Em 1997, Toni Negri decidiu voltar à Itália, apesar da pena de prisão que o aguardava em seu país, na esperança de que seu retorno suscitasse um debate que conduzisse a uma anistia geral para os (milhares de) presos políticos italianos. Foi um raro ato de coragem e de generosidade… O filósofo foi recebido no aeroporto de Fiumicino por “uma quermesse de policiais, cães e jornalistas” e imediatamente encarcerado na prisão de Rebbibia, em Roma.

O escritor Erri de Luca prestou-lhe uma comovente homenagem pública naquela ocasião: “Caro Toni Negri, que preferiu a prisão na Itália às universidades de meio mundo […] quero antes de tudo agradecer-lhe por seu sacrifício. Você restaura a honra a um país cujo único orgulho é um exercício contábil”.

O sonho de anistia do filósofo otimista revelou-se uma ilusão, e Toni Negri foi condenado a oito anos e meio de prisão… Mas não desistiu e acabou escrevendo o livro Império atrás das grades, com seu amigo Michael Hardt. As teses principais – e controversas – deste livro são bem conhecidas: o Império é o mercado capitalista global, que já não reconhece fronteiras nacionais; seu principal adversário já não é o trabalhador-massa da indústria, mas o trabalhador imaterial, cognitivo e muitas vezes precário, que está destinado a tornar-se hegemônico.

O próprio Toni Negri percebeu o otimismo excessivo desta obra e chegou a pensar em não a publicar… Na verdade, foi um enorme sucesso, transformando o filósofo preso numa “estrela” internacional. Após dois anos, foi concedida a ele a liberdade provisória, sob constante vigilância policial, com buscas noturnas em sua casa.
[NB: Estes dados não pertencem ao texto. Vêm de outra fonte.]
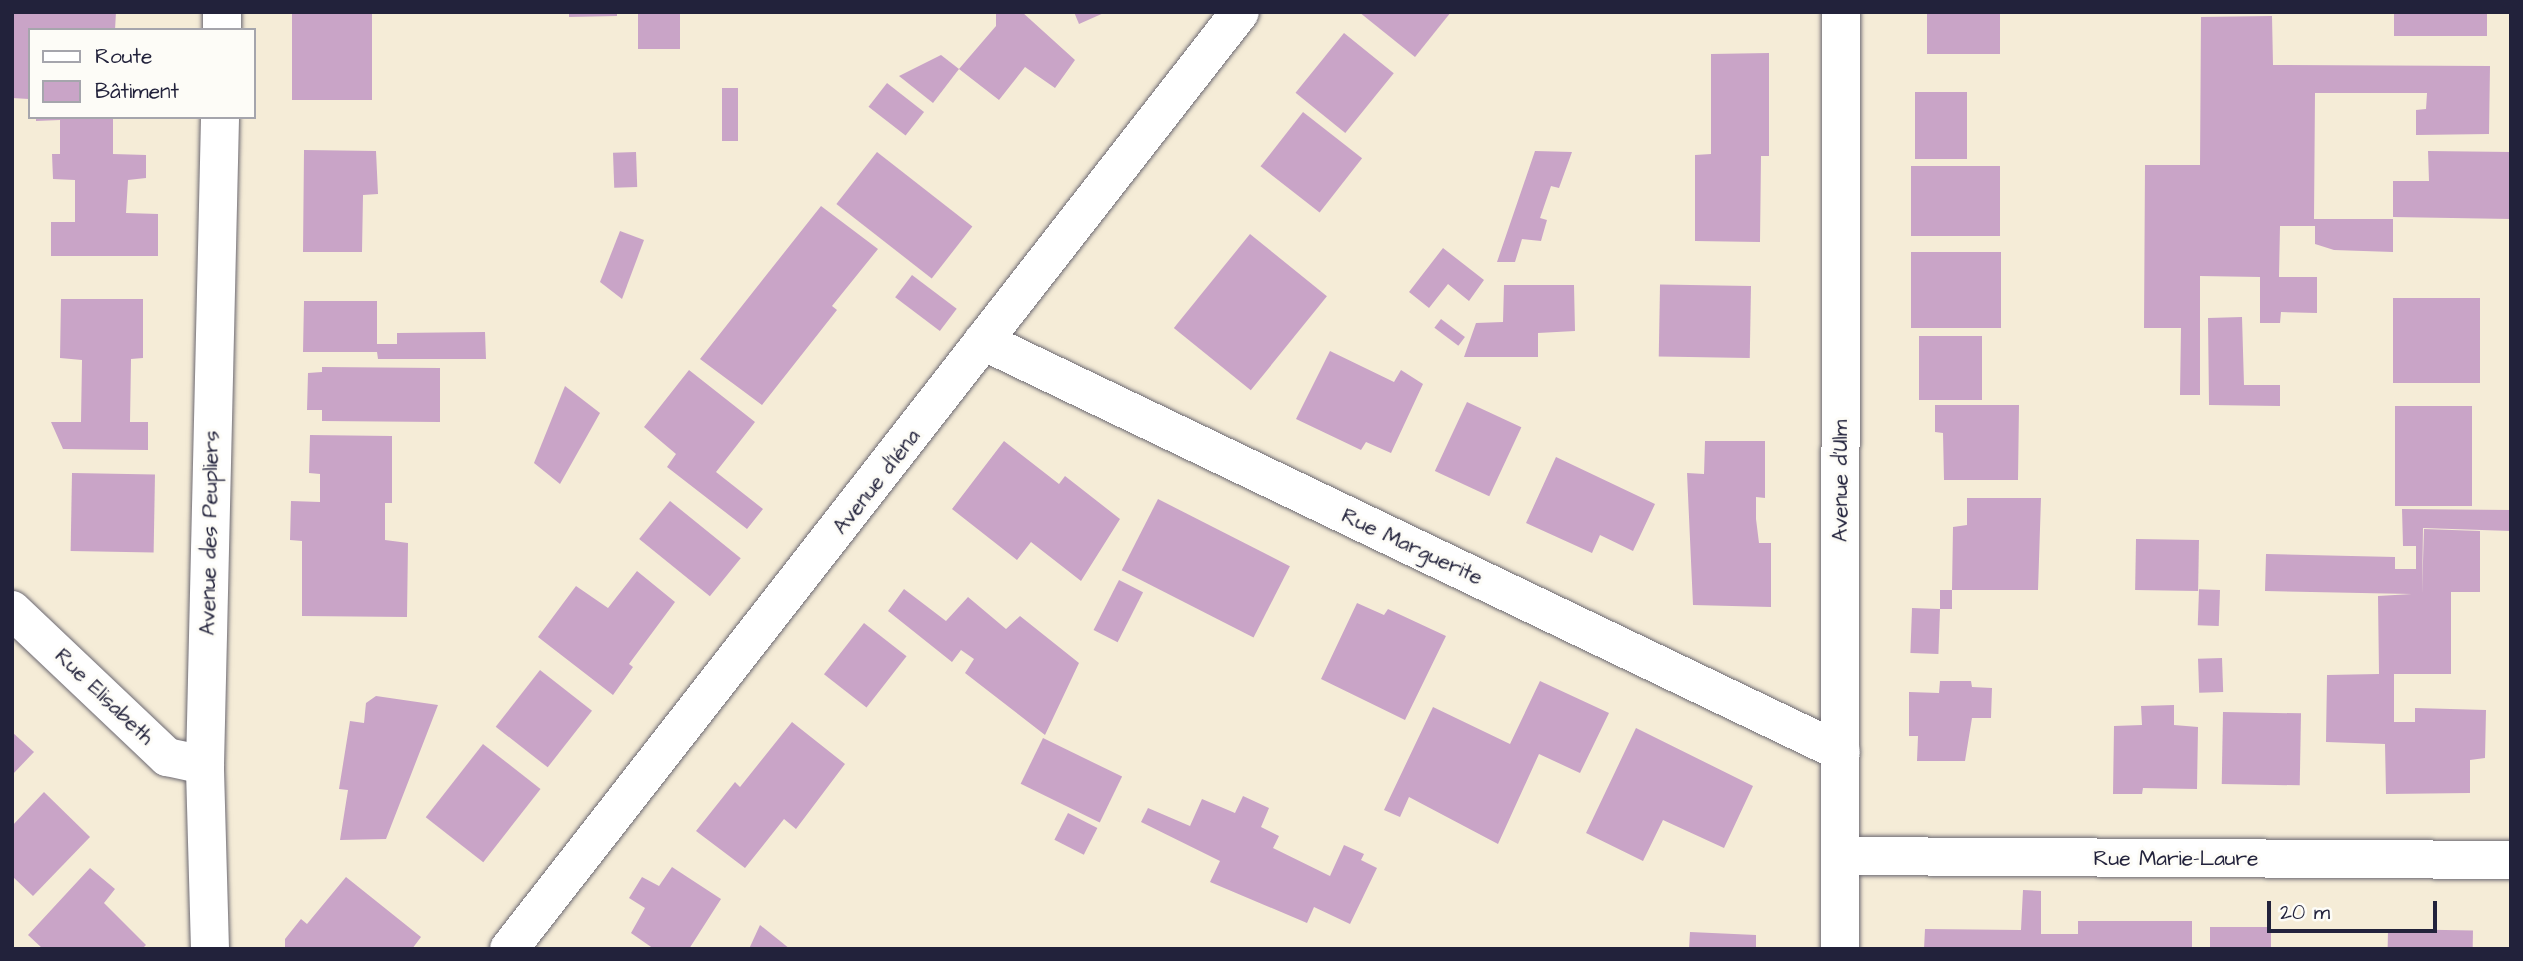 <!DOCTYPE html>
<html>
<head>
<meta charset="utf-8">
<style>
	body { margin:0 }
	#map { position:relative; width:2523px; height:961px; overflow:hidden; background:#f5ecd7; font-family:"Architects Daughter",sans-serif }
	div>[style] { position:absolute }
	[style*='--x'] { left:calc(var(--x)*1px); top:calc(var(--y)*1px); width:calc(var(--w)*1px); rotate:calc(var(--a)*1deg) }
	.building>* { inset:0; background:#c9a4c7; transform-origin:0 0 }
	.roads { filter:drop-shadow(0 0 2px #6c6972) drop-shadow(0 0 2px #6c6972) }
	.minor>* { height:38px; margin:-19px; padding:0 19px; transform-origin:19px; border-radius:19px; background:#fff }
	span { translate:-50% -50%; white-space:nowrap; text-align:center; line-height:1.15; -webkit-text-stroke:6px #fdfcf7; paint-order:stroke }
	.street-label { font-size:21px; color:#22223b }
	.frame { position:absolute; inset:0; border:14px solid #22223b; pointer-events:none }
	.legend { position:absolute; left:28px; top:28px; width:228px; height:91px; box-sizing:border-box; background:#fdfcf7; border:2px solid #a5a5ac; margin:0; padding:9px 12px; list-style:none; font-size:21px; color:#22223b }
	.legend li { display:flex; align-items:center; gap:14px; height:35px }
	.legend b { width:35px; border:2px solid #a5a5ac }
	.scale { position:absolute; left:2267px; top:901px; width:170px; height:32px; box-sizing:border-box; border:4px solid #22223b; border-top:0; padding-left:9px; font-size:21px; line-height:24px; white-space:nowrap; color:#22223b; -webkit-text-stroke:5px #fdfcf7; paint-order:stroke }
</style>
</head>
<body>
<div id="map">
	<div class="building">
		<i style="clip-path:polygon(12px 12px,116px 12px,115px 30px,30px 30px,29px 99px,12px 98px)"></i>
		<i style="left:292px;top:12px;width:80px;height:88px"></i>
		<i style="clip-path:polygon(569px 12px,617px 12px,617px 16px,569px 17px)"></i>
		<i style="left:638px;top:12px;width:42px;height:37px"></i>
		<i style="clip-path:polygon(996px 12px,1022px 12px,1075px 60px,1055px 88px,1025px 67px,999px 100px,959px 69px,996px 26px)"></i>
		<i style="clip-path:polygon(1074px 12px,1106px 12px,1079px 24px)"></i>
		<i style="clip-path:polygon(1359px 12px,1451px 12px,1415px 57px)"></i>
		<i style="left:1927px;top:12px;width:73px;height:42px"></i>
		<i style="left:2394px;top:12px;width:93px;height:24px"></i>
		<i style="clip-path:polygon(2272px 16px,2273px 65px,2490px 66px,2489px 134px,2416px 135px,2416px 110px,2426px 109px,2427px 93px,2315px 93px,2314px 219px,2393px 219px,2393px 252px,2334px 250px,2315px 244px,2315px 226px,2280px 226px,2279px 277px,2317px 277px,2317px 313px,2281px 312px,2280px 323px,2260px 323px,2260px 277px,2200px 276px,2200px 395px,2180px 395px,2181px 328px,2144px 328px,2145px 165px,2200px 165px,2201px 17px)"></i>
		<i style="left:1344px;top:33px;width:64px;height:77px;rotate:39deg"></i>
		<i style="clip-path:polygon(1769px 53px,1769px 156px,1761px 156px,1760px 242px,1695px 241px,1695px 155px,1711px 154px,1711px 54px)"></i>
		<i style="clip-path:polygon(941px 55px,959px 69px,933px 103px,899px 76px)"></i>
		<i style="left:887px;top:83px;width:47px;height:30px;rotate:38deg"></i>
		<i style="left:722px;top:88px;width:16px;height:53px"></i>
		<i style="left:1915px;top:92px;width:52px;height:67px"></i>
		<i style="left:1303px;top:112px;width:75px;height:69px;rotate:38deg"></i>
		<i style="clip-path:polygon(36px 117px,113px 117px,113px 154px,146px 155px,146px 178px,128px 180px,126px 213px,158px 214px,158px 256px,51px 256px,51px 222px,75px 222px,75px 180px,53px 179px,52px 154px,60px 154px,60px 120px,36px 121px)"></i>
		<i style="clip-path:polygon(304px 150px,376px 151px,378px 194px,363px 195px,362px 252px,303px 252px)"></i>
		<i style="clip-path:polygon(1535px 151px,1572px 152px,1559px 188px,1551px 186px,1540px 218px,1547px 220px,1541px 241px,1522px 239px,1515px 262px,1497px 262px)"></i>
		<i style="clip-path:polygon(2428px 151px,2511px 152px,2511px 219px,2393px 217px,2393px 181px,2429px 181px)"></i>
		<i style="left:636px;top:152px;width:35px;height:23px;rotate:88deg"></i>
		<i style="left:877px;top:152px;width:121px;height:66px;rotate:38deg"></i>
		<i style="left:1911px;top:166px;width:89px;height:70px"></i>
		<i style="clip-path:polygon(821px 206px,878px 249px,832px 306px,837px 310px,762px 405px,700px 359px)"></i>
		<i style="clip-path:polygon(620px 231px,644px 240px,622px 299px,600px 282px)"></i>
		<i style="left:1250px;top:234px;width:99px;height:121px;rotate:39deg"></i>
		<i style="clip-path:polygon(1443px 248px,1484px 280px,1469px 301px,1448px 284px,1429px 308px,1409px 292px)"></i>
		<i style="left:1911px;top:252px;width:90px;height:76px"></i>
		<i style="left:912px;top:275px;width:56px;height:28px;rotate:37deg"></i>
		<i style="clip-path:polygon(1504px 285px,1574px 285px,1575px 331px,1538px 333px,1538px 357px,1464px 357px,1476px 323px,1503px 322px)"></i>
		<i style="left:1751px;top:286px;width:72px;height:91px;rotate:91deg"></i>
		<i style="left:2393px;top:298px;width:87px;height:85px"></i>
		<i style="clip-path:polygon(61px 299px,143px 299px,143px 358px,131px 359px,130px 422px,148px 422px,148px 450px,63px 449px,51px 422px,81px 422px,82px 360px,60px 358px)"></i>
		<i style="clip-path:polygon(304px 301px,377px 301px,377px 344px,397px 344px,397px 333px,485px 332px,486px 359px,378px 359px,377px 352px,303px 352px)"></i>
		<i style="clip-path:polygon(2242px 317px,2244px 385px,2280px 385px,2280px 406px,2209px 405px,2208px 318px)"></i>
		<i style="left:1441px;top:319px;width:30px;height:11px;rotate:37deg"></i>
		<i style="left:1919px;top:336px;width:63px;height:64px"></i>
		<i style="clip-path:polygon(1330px 351px,1394px 382px,1401px 370px,1423px 384px,1391px 453px,1366px 442px,1361px 450px,1296px 419px)"></i>
		<i style="clip-path:polygon(322px 367px,440px 368px,440px 422px,322px 421px,322px 410px,307px 410px,308px 373px,322px 372px)"></i>
		<i style="clip-path:polygon(689px 370px,755px 422px,716px 472px,763px 509px,747px 529px,667px 467px,676px 454px,644px 427px)"></i>
		<i style="clip-path:polygon(565px 386px,600px 413px,560px 484px,534px 463px)"></i>
		<i style="left:1467px;top:402px;width:60px;height:76px;rotate:25deg"></i>
		<i style="clip-path:polygon(1935px 405px,2019px 405px,2018px 480px,1944px 480px,1943px 433px,1935px 432px)"></i>
		<i style="left:2395px;top:406px;width:77px;height:100px"></i>
		<i style="clip-path:polygon(310px 435px,392px 436px,392px 503px,385px 503px,385px 540px,408px 543px,407px 617px,302px 616px,302px 541px,290px 540px,291px 501px,320px 502px,320px 474px,309px 473px)"></i>
		<i style="clip-path:polygon(1004px 441px,1059px 484px,1065px 476px,1120px 519px,1081px 581px,1031px 542px,1017px 560px,952px 509px)"></i>
		<i style="clip-path:polygon(1705px 441px,1765px 441px,1765px 498px,1756px 497px,1756px 519px,1759px 543px,1771px 543px,1771px 607px,1693px 605px,1687px 473px,1704px 474px)"></i>
		<i style="clip-path:polygon(1556px 457px,1655px 504px,1633px 551px,1600px 535px,1592px 553px,1526px 523px)"></i>
		<i style="left:72px;top:473px;width:83px;height:78px;rotate:1deg"></i>
		<i style="clip-path:polygon(1967px 498px,2041px 498px,2038px 590px,1952px 590px,1953px 527px,1967px 525px)"></i>
		<i style="left:1158px;top:499px;width:148px;height:80px;rotate:27deg"></i>
		<i style="left:670px;top:501px;width:91px;height:49px;rotate:39deg"></i>
		<i style="clip-path:polygon(2402px 509px,2511px 510px,2511px 531px,2423px 528px,2422px 594px,2424px 529px,2480px 531px,2480px 592px,2451px 592px,2451px 674px,2394px 674px,2394px 722px,2415px 722px,2415px 708px,2486px 710px,2485px 758px,2470px 760px,2470px 793px,2386px 794px,2385px 744px,2326px 742px,2327px 675px,2379px 674px,2378px 596px,2412px 594px,2265px 591px,2266px 554px,2395px 557px,2395px 569px,2416px 569px,2416px 546px,2403px 546px)"></i>
		<i style="left:2136px;top:539px;width:63px;height:51px;rotate:1deg"></i>
		<i style="clip-path:polygon(637px 571px,675px 602px,629px 664px,633px 667px,613px 695px,538px 637px,576px 586px,608px 608px)"></i>
		<i style="left:1119px;top:580px;width:27px;height:56px;rotate:27deg"></i>
		<i style="clip-path:polygon(904px 589px,946px 621px,968px 597px,1006px 629px,1020px 616px,1079px 663px,1045px 735px,965px 673px,974px 659px,961px 650px,952px 662px,888px 611px)"></i>
		<i style="left:1940px;top:590px;width:12px;height:19px"></i>
		<i style="left:2220px;top:590px;width:36px;height:21px;rotate:92deg"></i>
		<i style="clip-path:polygon(1357px 603px,1384px 615px,1388px 609px,1446px 636px,1405px 720px,1321px 679px)"></i>
		<i style="left:1912px;top:608px;width:28px;height:45px;rotate:2deg"></i>
		<i style="left:864px;top:623px;width:54px;height:65px;rotate:38deg"></i>
		<i style="left:2222px;top:658px;width:34px;height:24px;rotate:88deg"></i>
		<i style="left:540px;top:670px;width:66px;height:72px;rotate:38deg"></i>
		<i style="clip-path:polygon(1540px 681px,1609px 713px,1580px 773px,1539px 754px,1498px 844px,1409px 797px,1400px 817px,1384px 810px,1433px 707px,1510px 744px)"></i>
		<i style="clip-path:polygon(1940px 681px,1971px 681px,1972px 687px,1992px 688px,1991px 718px,1972px 718px,1965px 761px,1917px 761px,1918px 736px,1909px 736px,1909px 692px,1939px 693px)"></i>
		<i style="clip-path:polygon(376px 696px,438px 705px,386px 839px,340px 840px,348px 790px,339px 789px,350px 721px,364px 723px,366px 703px)"></i>
		<i style="clip-path:polygon(2174px 705px,2174px 725px,2198px 727px,2197px 789px,2143px 788px,2142px 794px,2113px 794px,2114px 726px,2142px 725px,2141px 706px)"></i>
		<i style="left:2223px;top:712px;width:78px;height:72px;rotate:1deg"></i>
		<i style="clip-path:polygon(792px 722px,845px 764px,796px 829px,784px 819px,745px 868px,696px 831px,735px 782px,740px 787px)"></i>
		<i style="clip-path:polygon(1636px 728px,1753px 786px,1724px 848px,1663px 820px,1643px 861px,1586px 833px)"></i>
		<i style="clip-path:polygon(12px 732px,34px 752px,12px 775px)"></i>
		<i style="left:1043px;top:738px;width:88px;height:51px;rotate:26deg"></i>
		<i style="left:483px;top:744px;width:73px;height:93px;rotate:38deg"></i>
		<i style="clip-path:polygon(44px 792px,90px 837px,33px 896px,12px 876px,12px 826px)"></i>
		<i style="clip-path:polygon(1243px 796px,1269px 808px,1261px 827px,1279px 836px,1273px 848px,1330px 876px,1344px 845px,1364px 854px,1361px 860px,1377px 868px,1350px 924px,1314px 907px,1307px 923px,1210px 882px,1220px 861px,1141px 822px,1148px 808px,1190px 826px,1202px 799px,1235px 813px)"></i>
		<i style="left:1068px;top:813px;width:33px;height:30px;rotate:27deg"></i>
		<i style="clip-path:polygon(672px 867px,721px 899px,689px 949px,654px 949px,631px 933px,645px 908px,629px 898px,642px 877px,659px 886px)"></i>
		<i style="clip-path:polygon(90px 868px,115px 889px,104px 903px,146px 945px,142px 949px,43px 949px,28px 935px)"></i>
		<i style="clip-path:polygon(346px 877px,421px 937px,412px 949px,285px 949px,285px 939px,301px 919px,307px 924px)"></i>
		<i style="clip-path:polygon(2023px 890px,2041px 891px,2041px 934px,2078px 934px,2078px 921px,2192px 921px,2192px 949px,1924px 949px,1925px 929px,2021px 930px)"></i>
		<i style="clip-path:polygon(760px 925px,790px 949px,749px 949px)"></i>
		<i style="left:2271px;top:927px;width:22px;height:61px;rotate:90deg"></i>
		<i style="left:2388px;top:929px;width:85px;height:20px;rotate:1deg"></i>
		<i style="clip-path:polygon(1690px 932px,1756px 935px,1756px 949px,1689px 949px)"></i>
	</div>
	<div class="roads">
		<div class="minor">
			<i style="--x:222;--y:30;--w:18;--a:-90"></i>
			<i style="--x:983;--y:341;--w:951;--a:25.6"></i>
			<i style="--x:12;--y:610;--w:214;--a:43.5"></i>
			<i style="--x:167;--y:757;--w:39;--a:12"></i>
			<i style="--x:1842;--y:856;--w:669;--a:0.34"></i>
			<i style="--x:210;--y:949;--w:184;--a:-91.6"></i>
			<i style="--x:205;--y:765;--w:648;--a:-88.67"></i>
			<i style="--x:509;--y:949;--w:1188;--a:-52.04"></i>
			<i style="--x:1840;--y:949;--w:937;--a:-89.94"></i>
		</div>
	</div>
	<div class="street-label">
		<span style="left:1841px;top:481px;rotate:-90deg">Avenue d'Ulm</span>
		<span style="left:877px;top:482px;rotate:-52deg">Avenue d'Iéna</span>
		<span style="left:210px;top:533px;rotate:-89deg">Avenue des Peupliers</span>
		<span style="left:1412px;top:547px;rotate:25deg">Rue Marguerite</span>
		<span style="left:104px;top:697px;rotate:44deg">Rue Elisabeth</span>
		<span style="left:2176px;top:859px">Rue Marie-Laure</span>
	</div>
	<div class="frame"></div>
	<ul class="legend">
	<li><b style="height:9px;background:#fff"></b>Route</li>
	<li><b style="height:19px;background:#c9a4c7"></b>Bâtiment</li>
	</ul>
	<div class="scale">20 m</div>
</div>
</body>
</html>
Foi durante este período que Judith Revel, uma brilhante universitária francesa, se tornou sua companheira para o resto da vida.

Impedido de exercer uma atividade política, observa com esperança os acontecimentos na Itália: o movimento dos “jalecos brancos” e a enorme manifestação altermundialista de Gênova, em 2001, reprimida de forma sangrenta por uma verdadeira guerra de Estado contra o movimento social. Só em 2003 ele seria finalmente libertado – é finita la galera! – após cumprir um total de onze anos de prisão. Desiludido com o recuo das lutas na Itália e em conflito com seus antigos discípulos, decidiu voltar a Paris e instalar-se, com sua companheira Judith, na França.

Depois de ter finalmente recuperado seu passaporte, poderia agora viajar, um sonho antigo que se tornou realidade. Viajou diversas vezes pela América Latina, especialmente ao Brasil e à Venezuela, “mais para aprender do que para falar de mim”. Hugo Chávez prestou-lhe homenagem como um dos inspiradores da Revolução Bolivariana, com seu livro sobre o poder constituinte. Foi convidado também para visitar a China, onde teve um encontro (decepcionante) com representantes do Comitê Central do PCC. Embora admire o deslumbrante pós-modernismo de Xangai, acredita que “o Termidor do PCC desenvolveu o capitalismo antes de desenvolver a democracia”…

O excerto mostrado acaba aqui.